### What the task requires
Collect every line of the records below that contains the word "lane".

[Collected data entries]

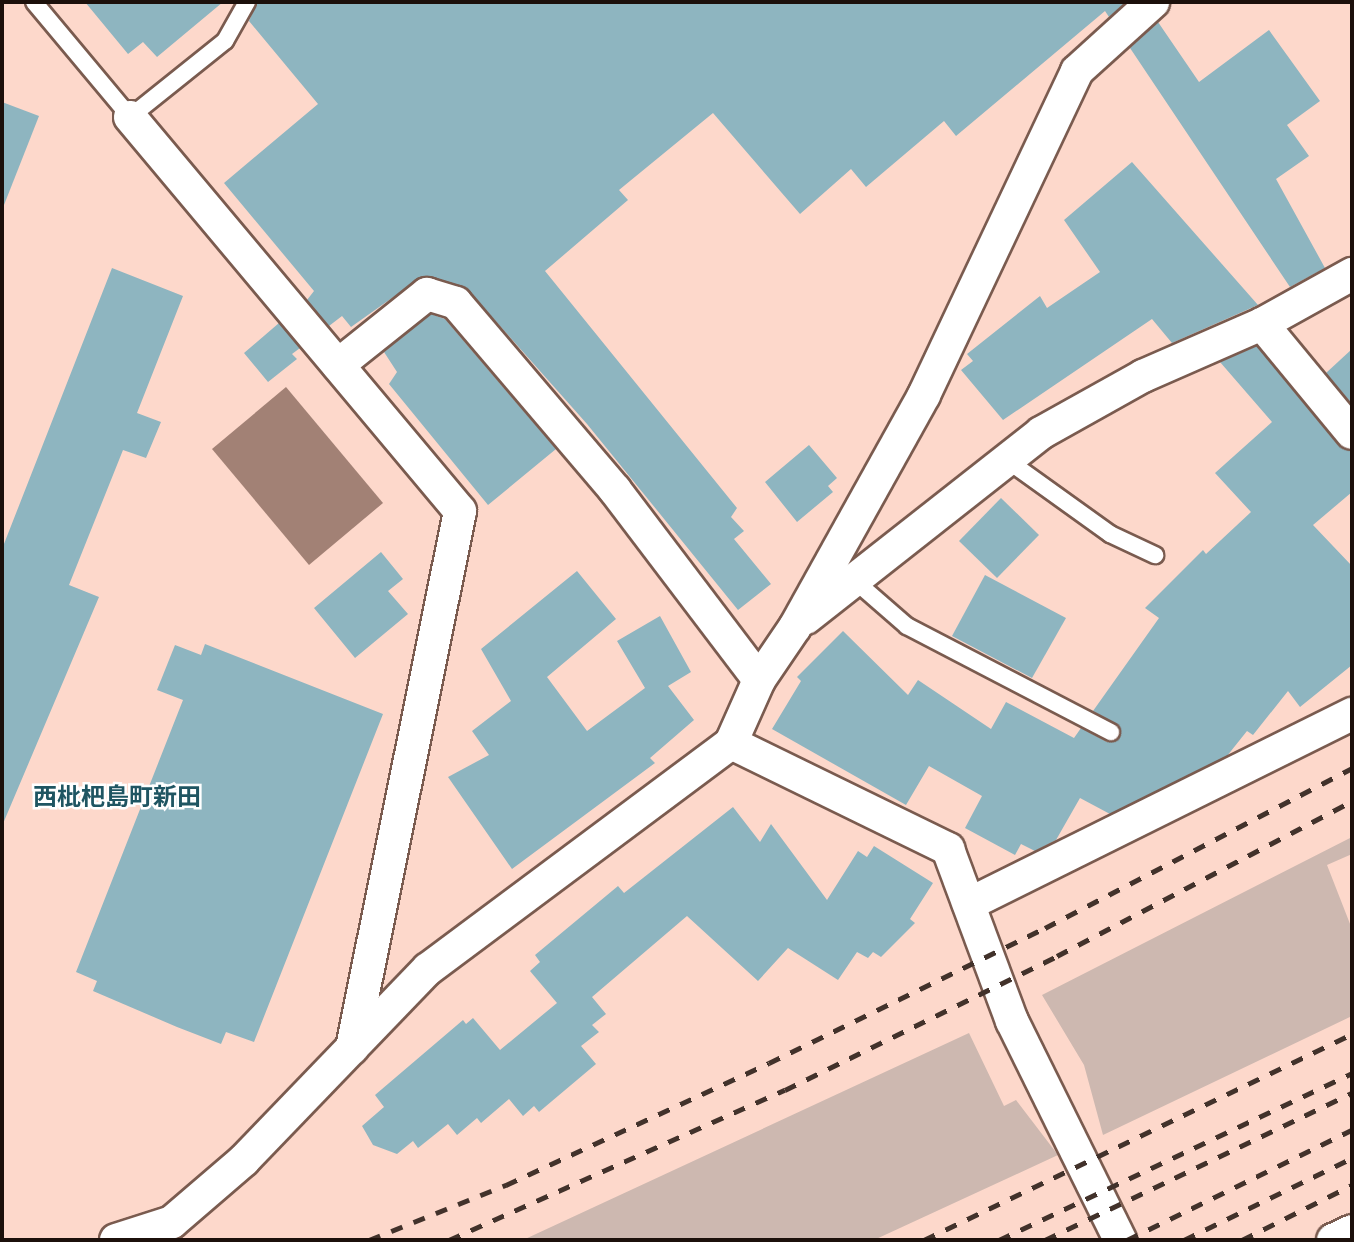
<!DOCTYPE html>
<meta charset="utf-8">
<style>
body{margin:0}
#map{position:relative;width:1354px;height:1242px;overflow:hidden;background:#fdd8cb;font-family:Rubik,"Noto Sans JP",sans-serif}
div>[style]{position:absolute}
.green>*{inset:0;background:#cdb8b0}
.water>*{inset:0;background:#a28175}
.building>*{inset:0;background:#8eb5c0}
.roads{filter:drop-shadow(2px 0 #7a5b4f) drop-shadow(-2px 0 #7a5b4f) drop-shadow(0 2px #7a5b4f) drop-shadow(0 -2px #7a5b4f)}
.lane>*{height:16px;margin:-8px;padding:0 8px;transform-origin:8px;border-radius:8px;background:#fff}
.street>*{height:32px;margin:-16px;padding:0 16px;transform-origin:16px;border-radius:16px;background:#fff}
.rail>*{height:5px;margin-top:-2.5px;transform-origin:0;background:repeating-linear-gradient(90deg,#42322b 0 12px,transparent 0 24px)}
span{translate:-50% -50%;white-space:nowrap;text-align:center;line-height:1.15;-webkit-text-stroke:5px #fff;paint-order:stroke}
.quarter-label{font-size:24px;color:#1f5562;font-weight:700}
.frame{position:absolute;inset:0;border:4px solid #1c100b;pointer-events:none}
</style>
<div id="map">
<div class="green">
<div style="clip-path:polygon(1352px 837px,1352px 854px,1327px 865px,1352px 929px,1352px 1016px,1103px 1135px,1084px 1065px,1042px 995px)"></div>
<div style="clip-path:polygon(969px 1033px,1004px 1106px,1016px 1100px,1058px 1155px,874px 1240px,523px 1240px)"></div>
</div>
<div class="water">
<div style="clip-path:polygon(286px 387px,383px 503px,309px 565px,212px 449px)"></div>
</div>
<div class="building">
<div style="clip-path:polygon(85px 2px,223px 2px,157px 57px,143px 42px,128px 54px)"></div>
<div style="clip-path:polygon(257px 2px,1126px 2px,1109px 17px,1105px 11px,956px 136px,944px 121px,866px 187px,851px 169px,800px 214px,713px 113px,619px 190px,628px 200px,545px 271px,737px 508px,731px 517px,744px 531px,734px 539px,771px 584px,738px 610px,587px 424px,469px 291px,423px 276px,351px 327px,342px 316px,329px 326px,307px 300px,314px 291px,224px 183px,318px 104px,249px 21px)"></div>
<div style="clip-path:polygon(1158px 22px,1199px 82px,1269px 30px,1320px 101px,1287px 125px,1309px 156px,1276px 179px,1325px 268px,1290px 287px,1130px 48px)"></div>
<div style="clip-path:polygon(2px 102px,39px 116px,4px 205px,2px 204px)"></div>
<div style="clip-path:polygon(1132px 162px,1258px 305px,1172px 343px,1152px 319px,1003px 420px,961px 370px,973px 361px,967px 354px,1040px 296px,1047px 308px,1100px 272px,1064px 220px)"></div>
<div style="clip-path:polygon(112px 268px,183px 296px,137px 413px,161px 422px,146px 458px,123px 450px,69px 585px,99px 597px,2px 826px,2px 549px)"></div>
<div style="clip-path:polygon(431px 314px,445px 319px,556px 449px,488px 505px,389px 384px,397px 372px,384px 352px)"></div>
<div style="clip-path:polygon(279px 323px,300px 348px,292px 354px,297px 359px,268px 382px,244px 353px)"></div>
<div style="clip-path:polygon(1257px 346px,1338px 445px,1352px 451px,1352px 492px,1313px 525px,1352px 566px,1352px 665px,1300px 707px,1288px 691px,1253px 735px,1247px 731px,1227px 756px,1110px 814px,1080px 798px,1056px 840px,1035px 851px,1021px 844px,1015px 855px,965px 828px,982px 796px,929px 766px,906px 805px,772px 729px,801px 681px,797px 677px,843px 631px,908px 695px,918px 680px,991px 729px,1006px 702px,1074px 738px,1081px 728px,1107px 742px,1117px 740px,1119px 726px,1093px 711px,1159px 618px,1145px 608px,1203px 550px,1206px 554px,1251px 512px,1215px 473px,1272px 422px,1220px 362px)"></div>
<div style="clip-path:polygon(1352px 349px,1352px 404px,1326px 373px)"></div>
<div style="clip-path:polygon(809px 445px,837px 478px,828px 486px,833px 492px,797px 522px,765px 482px)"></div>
<div style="clip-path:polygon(1001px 498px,1039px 535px,997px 578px,959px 541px)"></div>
<div style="clip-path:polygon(381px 552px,403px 579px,388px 591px,408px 614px,355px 658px,314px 608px)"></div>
<div style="clip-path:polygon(577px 571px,616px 619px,547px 677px,587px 731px,645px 688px,617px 641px,660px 616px,691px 672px,668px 686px,694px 720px,650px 758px,655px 763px,512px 869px,448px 777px,489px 755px,472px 731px,511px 701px,481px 649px)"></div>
<div style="clip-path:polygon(985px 575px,1066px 618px,1032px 678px,952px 636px)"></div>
<div style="clip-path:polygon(205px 644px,383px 714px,254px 1042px,226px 1032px,221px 1044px,177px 1027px,93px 991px,97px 981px,76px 972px,183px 700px,157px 690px,175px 645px,201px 655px)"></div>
<div style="clip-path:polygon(733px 807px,760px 842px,771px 824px,827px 900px,858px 851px,867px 857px,874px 846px,933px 883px,910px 919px,915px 923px,881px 957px,873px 952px,868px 958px,857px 952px,838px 980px,788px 948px,758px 981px,687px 916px,592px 997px,606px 1014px,592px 1025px,599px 1032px,581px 1046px,596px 1064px,539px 1112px,534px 1106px,523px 1116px,509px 1099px,481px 1123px,477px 1118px,457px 1135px,448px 1124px,418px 1148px,413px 1141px,397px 1154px,373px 1145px,362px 1126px,384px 1107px,375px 1095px,463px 1020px,466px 1024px,473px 1018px,500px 1050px,557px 1003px,530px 971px,540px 962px,535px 955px,618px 886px,624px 893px)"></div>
</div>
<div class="roads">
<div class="lane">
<div style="left:34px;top:2px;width:150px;rotate:50.1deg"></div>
<div style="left:130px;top:117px;width:122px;rotate:-38.7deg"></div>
<div style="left:225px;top:41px;width:45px;rotate:-60.6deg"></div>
<div style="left:1007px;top:460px;width:127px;rotate:35.7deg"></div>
<div style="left:1110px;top:534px;width:50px;rotate:25deg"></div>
<div style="left:854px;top:580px;width:70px;rotate:41deg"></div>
<div style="left:907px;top:626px;width:230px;rotate:27.5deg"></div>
</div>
<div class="street">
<div style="left:130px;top:117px;width:514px;rotate:50.05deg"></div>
<div style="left:460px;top:511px;width:548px;rotate:101.37deg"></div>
<div style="left:1262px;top:324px;width:141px;rotate:50.5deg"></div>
<div style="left:338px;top:365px;width:114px;rotate:-38.6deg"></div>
<div style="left:427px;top:294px;width:30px;rotate:17deg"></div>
<div style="left:456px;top:303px;width:245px;rotate:49.6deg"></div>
<div style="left:615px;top:490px;width:238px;rotate:52.8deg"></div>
<div style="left:806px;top:618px;width:299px;rotate:-38.2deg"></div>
<div style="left:1041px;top:433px;width:117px;rotate:-29.2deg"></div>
<div style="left:1143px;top:376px;width:130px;rotate:-23.6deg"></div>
<div style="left:1262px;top:324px;width:103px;rotate:-29.1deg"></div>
<div style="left:731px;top:743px;width:242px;rotate:26deg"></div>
<div style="left:948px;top:849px;width:184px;rotate:69.6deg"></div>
<div style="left:1012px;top:1021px;width:244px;rotate:63.7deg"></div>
<div style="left:969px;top:904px;width:428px;rotate:-26.4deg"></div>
<div style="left:116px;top:1240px;width:59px;rotate:-17.8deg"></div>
<div style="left:172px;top:1222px;width:95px;rotate:-40.7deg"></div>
<div style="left:244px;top:1160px;width:265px;rotate:-46.1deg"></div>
<div style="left:428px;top:969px;width:378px;rotate:-36.7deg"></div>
<div style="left:731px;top:743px;width:69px;rotate:-66deg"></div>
<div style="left:759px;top:680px;width:64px;rotate:-55.8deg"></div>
<div style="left:795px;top:627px;width:265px;rotate:-60.9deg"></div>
<div style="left:924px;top:395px;width:358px;rotate:-64.7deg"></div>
<div style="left:1077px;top:71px;width:103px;rotate:-42.2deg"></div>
<div style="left:1333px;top:1240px;width:21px;rotate:-25deg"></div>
</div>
</div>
<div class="rail">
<div style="left:369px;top:1240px;width:148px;rotate:-21.9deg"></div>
<div style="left:506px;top:1185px;width:290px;rotate:-24.9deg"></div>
<div style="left:769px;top:1063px;width:307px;rotate:-26.1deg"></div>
<div style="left:1045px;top:928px;width:346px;rotate:-27.5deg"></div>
<div style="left:449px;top:1240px;width:368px;rotate:-24.1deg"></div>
<div style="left:785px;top:1090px;width:303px;rotate:-26.2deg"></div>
<div style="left:1057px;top:956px;width:333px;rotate:-27.7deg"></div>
<div style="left:924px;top:1240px;width:475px;rotate:-25.7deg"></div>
<div style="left:999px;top:1240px;width:391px;rotate:-25.3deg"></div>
<div style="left:1045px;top:1240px;width:340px;rotate:-25.6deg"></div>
<div style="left:1127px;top:1240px;width:250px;rotate:-26.1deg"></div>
<div style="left:1184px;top:1240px;width:187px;rotate:-26deg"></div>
<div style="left:1242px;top:1240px;width:123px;rotate:-26.6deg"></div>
</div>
<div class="quarter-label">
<span style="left:117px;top:798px">西枇杷島町新田</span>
</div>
<div class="frame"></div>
</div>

### Expected output
.lane>*{height:16px;margin:-8px;padding:0 8px;transform-origin:8px;border-radius:8px;background:#fff}
<div class="lane">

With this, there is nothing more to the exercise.